I don’t meant to say that expectation alone creates beauty — there’s more to it than that. But expectation plays a bigger role than we often assume.

Every person should ask: Am I sometimes finding beauty in places where I didn’t expect to find it before? If the answer is yes, your fortune is good. If the answer is no, that’s an indication that you might be missing out on… unknown beauty.

There’s a second point that’s important though, particularly when it comes to avant-garde music, however one defines “avant-garde.” Just because something is complex, confusing, and unfamiliar doesn’t mean that it is necessarily profound beyond your comprehension and that you are merely failing to appreciate its greatness. It’s pretty easy for an artist to generate things that are complex, confusing, and unfamiliar. Not all such products reward our attention and faith — some are just bad.

I used the word “bad,” but how can I do that if I’m arguing that beauty is elastic? How can I do that if I believe that beauty is an experience shaped by expectation?

For me, being an active listener involves a tension between keeping an open mind and ear, and being honest about how something actually makes me feel. Let me emphasize the word tension. You can only grow by opening yourself to new possibilities. But at some point, after you’ve worked to learn more about a piece, to understand its particular aims and techniques, you have to return to your own experience: are you moved? Or not?

If we never allow ourselves to draw the conclusion that a piece is bad, always trusting that there must be something in a bewildering piece that we just haven’t understood yet, we’re not being authentic. As much as we try to keep an open mind, conclusions are inevitable: there are some albums we reach for, and some that stay on the shelf. There are some paintings we hang on our wall, and some we skip over when when we see them in a museum.
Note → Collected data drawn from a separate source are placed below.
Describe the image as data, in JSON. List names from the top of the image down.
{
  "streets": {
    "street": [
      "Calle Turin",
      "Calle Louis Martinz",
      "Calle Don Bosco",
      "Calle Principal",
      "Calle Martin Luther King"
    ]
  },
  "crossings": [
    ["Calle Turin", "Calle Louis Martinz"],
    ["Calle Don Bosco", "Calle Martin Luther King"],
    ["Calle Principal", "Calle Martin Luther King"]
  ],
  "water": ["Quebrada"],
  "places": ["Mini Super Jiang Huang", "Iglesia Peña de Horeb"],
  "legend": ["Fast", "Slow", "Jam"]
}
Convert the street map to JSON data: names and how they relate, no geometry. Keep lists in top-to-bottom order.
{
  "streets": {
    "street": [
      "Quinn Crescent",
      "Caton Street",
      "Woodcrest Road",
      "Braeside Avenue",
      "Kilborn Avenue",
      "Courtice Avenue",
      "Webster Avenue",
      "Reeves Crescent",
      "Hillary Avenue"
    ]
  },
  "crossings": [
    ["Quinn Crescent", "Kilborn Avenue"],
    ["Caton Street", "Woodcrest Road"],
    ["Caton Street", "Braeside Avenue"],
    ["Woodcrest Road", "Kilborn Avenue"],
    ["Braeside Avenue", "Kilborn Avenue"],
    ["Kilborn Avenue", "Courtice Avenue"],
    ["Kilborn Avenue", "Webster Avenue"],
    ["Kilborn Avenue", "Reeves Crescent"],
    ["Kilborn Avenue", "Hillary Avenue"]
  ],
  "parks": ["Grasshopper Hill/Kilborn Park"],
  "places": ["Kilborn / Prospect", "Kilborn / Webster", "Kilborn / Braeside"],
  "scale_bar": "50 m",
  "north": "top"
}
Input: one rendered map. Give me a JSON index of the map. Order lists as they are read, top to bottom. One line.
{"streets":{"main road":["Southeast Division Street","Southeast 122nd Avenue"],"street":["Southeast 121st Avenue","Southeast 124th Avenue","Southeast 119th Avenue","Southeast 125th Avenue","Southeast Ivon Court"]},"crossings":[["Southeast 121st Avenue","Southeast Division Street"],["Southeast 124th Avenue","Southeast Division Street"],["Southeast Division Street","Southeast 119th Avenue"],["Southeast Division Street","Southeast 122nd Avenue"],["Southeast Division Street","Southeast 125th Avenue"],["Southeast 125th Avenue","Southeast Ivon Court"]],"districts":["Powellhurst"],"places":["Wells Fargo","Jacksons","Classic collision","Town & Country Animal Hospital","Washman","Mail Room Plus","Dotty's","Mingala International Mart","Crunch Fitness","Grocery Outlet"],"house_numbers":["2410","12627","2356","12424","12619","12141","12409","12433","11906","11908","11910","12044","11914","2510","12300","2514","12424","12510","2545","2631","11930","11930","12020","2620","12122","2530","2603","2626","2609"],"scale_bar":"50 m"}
If conclusions are inevitable, the important question is what do we do with our conclusions? I’ll argue that positive and negative conclusions should be treated differently.

If we draw a negative conclusion — if we decide we don’t like something — we should question the conclusion every once in a while. Give the piece another chance. There’s no value in broadcasting a negative conclusion to the world, because all that might happen is that we discourage someone else from exploring a work of art that they might have the potential to appreciate, even though we don’t.

But if we draw a positive conclusion, we should trust it. If we decide we really like something, we should tell everyone.